- [WHAT TO PRODUCE]: Take the line that contains "Convert this map" as the first line and the last line of the records as the end. Please set down everything in that range exactly.

- [PROVIDED INFORMATION]:
>>>>
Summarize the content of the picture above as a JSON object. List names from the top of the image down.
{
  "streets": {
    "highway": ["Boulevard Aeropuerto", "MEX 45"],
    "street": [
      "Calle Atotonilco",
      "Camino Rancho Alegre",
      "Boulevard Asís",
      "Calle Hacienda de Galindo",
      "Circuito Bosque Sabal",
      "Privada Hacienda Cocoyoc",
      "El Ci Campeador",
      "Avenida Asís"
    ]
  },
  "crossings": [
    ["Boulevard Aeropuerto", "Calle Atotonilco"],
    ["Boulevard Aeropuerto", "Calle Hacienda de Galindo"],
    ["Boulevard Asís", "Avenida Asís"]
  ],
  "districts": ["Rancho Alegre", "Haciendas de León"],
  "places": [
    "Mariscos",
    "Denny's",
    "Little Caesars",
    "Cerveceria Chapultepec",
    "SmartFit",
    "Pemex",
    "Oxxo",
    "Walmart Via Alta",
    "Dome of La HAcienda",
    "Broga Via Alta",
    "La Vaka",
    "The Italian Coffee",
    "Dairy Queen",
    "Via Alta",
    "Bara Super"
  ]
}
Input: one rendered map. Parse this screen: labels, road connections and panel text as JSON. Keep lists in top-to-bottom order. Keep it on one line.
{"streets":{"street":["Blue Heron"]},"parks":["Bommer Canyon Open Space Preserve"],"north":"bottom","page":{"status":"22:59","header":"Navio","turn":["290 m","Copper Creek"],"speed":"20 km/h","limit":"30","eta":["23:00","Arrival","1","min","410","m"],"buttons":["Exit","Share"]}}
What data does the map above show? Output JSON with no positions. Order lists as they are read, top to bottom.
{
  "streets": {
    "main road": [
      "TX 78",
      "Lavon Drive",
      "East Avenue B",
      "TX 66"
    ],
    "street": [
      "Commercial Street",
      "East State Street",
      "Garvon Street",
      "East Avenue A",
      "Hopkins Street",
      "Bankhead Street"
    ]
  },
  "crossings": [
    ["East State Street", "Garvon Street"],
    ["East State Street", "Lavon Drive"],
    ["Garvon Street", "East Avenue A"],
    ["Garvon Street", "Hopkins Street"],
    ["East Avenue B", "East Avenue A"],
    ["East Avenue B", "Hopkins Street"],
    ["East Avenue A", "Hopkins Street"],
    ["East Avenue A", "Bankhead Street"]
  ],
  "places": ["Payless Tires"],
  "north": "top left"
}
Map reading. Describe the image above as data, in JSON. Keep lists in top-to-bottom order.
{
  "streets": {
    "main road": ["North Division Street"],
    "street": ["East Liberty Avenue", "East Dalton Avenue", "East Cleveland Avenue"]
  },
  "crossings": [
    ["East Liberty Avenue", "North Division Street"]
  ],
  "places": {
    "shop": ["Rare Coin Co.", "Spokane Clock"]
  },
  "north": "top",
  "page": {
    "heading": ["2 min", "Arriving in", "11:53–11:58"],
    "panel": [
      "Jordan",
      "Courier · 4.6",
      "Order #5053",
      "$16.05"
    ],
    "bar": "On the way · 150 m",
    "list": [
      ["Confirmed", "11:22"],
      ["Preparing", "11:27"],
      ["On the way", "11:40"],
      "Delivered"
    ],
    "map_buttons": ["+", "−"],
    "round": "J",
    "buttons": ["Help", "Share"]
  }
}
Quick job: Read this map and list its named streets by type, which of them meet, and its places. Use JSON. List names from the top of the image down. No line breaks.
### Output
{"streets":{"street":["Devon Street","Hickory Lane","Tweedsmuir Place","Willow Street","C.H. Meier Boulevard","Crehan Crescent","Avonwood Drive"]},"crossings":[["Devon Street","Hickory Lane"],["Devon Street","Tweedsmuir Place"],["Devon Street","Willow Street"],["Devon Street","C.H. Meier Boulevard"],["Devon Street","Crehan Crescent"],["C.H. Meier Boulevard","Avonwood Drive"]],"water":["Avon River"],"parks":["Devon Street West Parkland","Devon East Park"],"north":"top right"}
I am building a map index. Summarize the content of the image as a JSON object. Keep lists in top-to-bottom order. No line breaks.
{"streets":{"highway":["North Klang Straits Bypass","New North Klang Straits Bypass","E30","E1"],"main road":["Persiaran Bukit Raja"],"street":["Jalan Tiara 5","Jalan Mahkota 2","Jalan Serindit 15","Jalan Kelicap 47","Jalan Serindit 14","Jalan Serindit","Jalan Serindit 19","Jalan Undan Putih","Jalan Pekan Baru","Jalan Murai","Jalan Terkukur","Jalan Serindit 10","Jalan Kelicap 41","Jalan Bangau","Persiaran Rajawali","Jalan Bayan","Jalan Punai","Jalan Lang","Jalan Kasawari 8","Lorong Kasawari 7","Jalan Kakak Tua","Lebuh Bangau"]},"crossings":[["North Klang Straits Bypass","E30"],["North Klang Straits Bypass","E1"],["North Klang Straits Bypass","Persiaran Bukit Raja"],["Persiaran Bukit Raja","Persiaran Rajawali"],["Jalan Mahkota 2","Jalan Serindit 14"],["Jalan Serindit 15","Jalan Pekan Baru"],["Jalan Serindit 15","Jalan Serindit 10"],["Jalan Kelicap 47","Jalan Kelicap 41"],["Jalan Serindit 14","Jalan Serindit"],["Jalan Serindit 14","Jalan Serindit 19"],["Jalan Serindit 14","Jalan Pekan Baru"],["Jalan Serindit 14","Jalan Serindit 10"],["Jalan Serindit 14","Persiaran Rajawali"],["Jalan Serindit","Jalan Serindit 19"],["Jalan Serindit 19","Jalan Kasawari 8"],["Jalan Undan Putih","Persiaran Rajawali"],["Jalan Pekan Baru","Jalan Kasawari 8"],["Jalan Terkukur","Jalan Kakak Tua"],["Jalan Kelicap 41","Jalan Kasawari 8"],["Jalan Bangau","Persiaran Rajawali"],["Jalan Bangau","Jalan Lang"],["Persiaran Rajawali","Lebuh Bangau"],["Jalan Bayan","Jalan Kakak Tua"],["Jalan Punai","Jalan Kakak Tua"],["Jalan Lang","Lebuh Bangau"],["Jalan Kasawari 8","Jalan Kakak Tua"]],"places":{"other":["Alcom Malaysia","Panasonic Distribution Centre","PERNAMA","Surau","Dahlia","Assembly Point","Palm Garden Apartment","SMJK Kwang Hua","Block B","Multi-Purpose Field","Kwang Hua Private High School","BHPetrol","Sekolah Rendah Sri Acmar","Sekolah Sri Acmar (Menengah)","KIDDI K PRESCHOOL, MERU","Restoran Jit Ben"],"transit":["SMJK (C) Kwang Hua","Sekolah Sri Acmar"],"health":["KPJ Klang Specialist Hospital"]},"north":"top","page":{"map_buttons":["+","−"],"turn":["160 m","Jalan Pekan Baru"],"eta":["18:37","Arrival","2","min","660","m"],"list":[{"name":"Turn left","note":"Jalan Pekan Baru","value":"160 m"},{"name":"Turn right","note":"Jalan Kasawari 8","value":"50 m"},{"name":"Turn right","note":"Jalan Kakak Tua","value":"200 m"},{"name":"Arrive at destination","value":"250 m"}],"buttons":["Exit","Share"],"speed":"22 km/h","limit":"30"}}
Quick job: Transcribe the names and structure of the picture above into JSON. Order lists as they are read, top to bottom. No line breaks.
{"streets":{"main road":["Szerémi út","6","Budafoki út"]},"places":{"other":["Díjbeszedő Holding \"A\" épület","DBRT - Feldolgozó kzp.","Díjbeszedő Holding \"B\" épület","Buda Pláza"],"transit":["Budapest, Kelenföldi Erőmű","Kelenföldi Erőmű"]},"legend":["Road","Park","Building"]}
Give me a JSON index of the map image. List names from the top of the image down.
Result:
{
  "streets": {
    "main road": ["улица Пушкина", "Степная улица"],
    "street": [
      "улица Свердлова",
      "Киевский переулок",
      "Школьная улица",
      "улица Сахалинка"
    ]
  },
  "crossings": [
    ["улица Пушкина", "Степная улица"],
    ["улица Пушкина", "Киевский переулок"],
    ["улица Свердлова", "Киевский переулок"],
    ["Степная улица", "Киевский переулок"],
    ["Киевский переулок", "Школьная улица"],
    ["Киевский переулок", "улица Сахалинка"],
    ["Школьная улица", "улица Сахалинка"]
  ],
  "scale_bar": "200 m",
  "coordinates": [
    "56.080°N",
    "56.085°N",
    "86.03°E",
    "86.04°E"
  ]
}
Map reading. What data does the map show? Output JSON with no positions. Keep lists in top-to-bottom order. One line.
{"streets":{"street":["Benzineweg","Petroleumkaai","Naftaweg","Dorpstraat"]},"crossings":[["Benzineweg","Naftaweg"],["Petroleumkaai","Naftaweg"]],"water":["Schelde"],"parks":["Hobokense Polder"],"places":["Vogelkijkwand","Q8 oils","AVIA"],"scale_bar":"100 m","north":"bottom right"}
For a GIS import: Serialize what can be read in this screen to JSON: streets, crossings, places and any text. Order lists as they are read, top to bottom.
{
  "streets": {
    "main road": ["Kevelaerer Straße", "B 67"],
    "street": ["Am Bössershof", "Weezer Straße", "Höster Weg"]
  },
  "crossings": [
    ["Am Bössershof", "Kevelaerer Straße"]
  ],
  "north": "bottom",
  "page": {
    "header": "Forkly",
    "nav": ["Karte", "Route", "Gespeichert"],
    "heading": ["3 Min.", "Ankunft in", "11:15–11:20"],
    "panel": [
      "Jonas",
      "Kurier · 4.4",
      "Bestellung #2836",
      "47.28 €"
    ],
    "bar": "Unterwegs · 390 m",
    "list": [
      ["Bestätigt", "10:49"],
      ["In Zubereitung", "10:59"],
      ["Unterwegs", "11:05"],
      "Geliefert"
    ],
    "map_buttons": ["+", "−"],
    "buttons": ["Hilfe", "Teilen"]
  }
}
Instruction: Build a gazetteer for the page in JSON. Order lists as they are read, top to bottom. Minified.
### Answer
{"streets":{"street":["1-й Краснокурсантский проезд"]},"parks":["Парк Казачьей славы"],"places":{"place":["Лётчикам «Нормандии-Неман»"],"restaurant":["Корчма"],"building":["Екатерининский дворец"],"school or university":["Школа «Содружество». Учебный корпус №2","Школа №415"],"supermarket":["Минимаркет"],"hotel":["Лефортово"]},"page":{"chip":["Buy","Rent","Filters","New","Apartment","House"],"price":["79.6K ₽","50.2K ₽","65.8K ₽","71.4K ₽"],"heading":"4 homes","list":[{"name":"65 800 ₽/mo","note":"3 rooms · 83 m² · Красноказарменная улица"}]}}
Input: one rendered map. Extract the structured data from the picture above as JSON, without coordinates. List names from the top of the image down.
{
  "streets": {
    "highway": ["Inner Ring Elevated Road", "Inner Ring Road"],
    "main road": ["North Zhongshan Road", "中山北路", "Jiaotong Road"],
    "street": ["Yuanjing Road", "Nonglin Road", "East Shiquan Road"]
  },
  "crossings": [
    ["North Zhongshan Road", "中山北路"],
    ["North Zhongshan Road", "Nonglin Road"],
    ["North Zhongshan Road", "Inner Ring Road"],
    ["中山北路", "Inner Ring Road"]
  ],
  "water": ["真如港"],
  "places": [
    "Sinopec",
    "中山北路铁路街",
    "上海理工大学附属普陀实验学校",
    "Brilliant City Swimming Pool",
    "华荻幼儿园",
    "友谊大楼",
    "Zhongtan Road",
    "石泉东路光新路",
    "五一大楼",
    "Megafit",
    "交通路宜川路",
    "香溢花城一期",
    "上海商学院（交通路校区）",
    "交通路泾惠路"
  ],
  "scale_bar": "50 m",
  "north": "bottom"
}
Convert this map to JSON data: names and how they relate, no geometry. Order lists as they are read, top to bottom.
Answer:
<<<<
- [RESULT BELOW]:
Convert this map to JSON data: names and how they relate, no geometry. Order lists as they are read, top to bottom.
Answer:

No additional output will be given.